▶ [REQUIREMENT]:
Find the lines in the records below that contain "Paulo", and report each of them.
====== DATA RECORDS ======
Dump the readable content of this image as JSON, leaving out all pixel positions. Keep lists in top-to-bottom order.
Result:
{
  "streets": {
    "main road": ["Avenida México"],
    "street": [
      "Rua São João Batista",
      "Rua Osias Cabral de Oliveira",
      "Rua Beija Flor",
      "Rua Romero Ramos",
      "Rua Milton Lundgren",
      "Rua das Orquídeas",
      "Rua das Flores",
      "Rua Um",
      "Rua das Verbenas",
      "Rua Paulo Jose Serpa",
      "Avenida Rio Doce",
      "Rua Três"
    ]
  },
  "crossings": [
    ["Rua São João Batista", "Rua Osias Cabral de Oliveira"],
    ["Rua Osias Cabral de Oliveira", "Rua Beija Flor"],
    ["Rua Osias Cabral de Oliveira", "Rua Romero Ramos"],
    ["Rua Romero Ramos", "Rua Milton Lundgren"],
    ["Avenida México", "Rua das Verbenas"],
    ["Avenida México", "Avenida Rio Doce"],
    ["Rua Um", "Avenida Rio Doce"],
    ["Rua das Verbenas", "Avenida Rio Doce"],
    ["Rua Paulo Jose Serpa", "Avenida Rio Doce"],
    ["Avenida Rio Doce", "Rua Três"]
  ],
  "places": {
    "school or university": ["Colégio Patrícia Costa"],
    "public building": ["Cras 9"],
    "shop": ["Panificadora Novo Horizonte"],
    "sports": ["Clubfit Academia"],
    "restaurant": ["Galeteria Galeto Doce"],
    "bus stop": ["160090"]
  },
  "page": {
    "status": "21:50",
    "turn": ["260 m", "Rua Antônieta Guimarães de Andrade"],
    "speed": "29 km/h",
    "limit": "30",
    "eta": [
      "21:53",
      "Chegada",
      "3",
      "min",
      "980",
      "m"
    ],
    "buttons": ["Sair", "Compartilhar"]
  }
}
======
▶ [RESPONSE TO THE EXERCISE]:
      "Rua Paulo Jose Serpa",
    ["Rua Paulo Jose Serpa", "Avenida Rio Doce"],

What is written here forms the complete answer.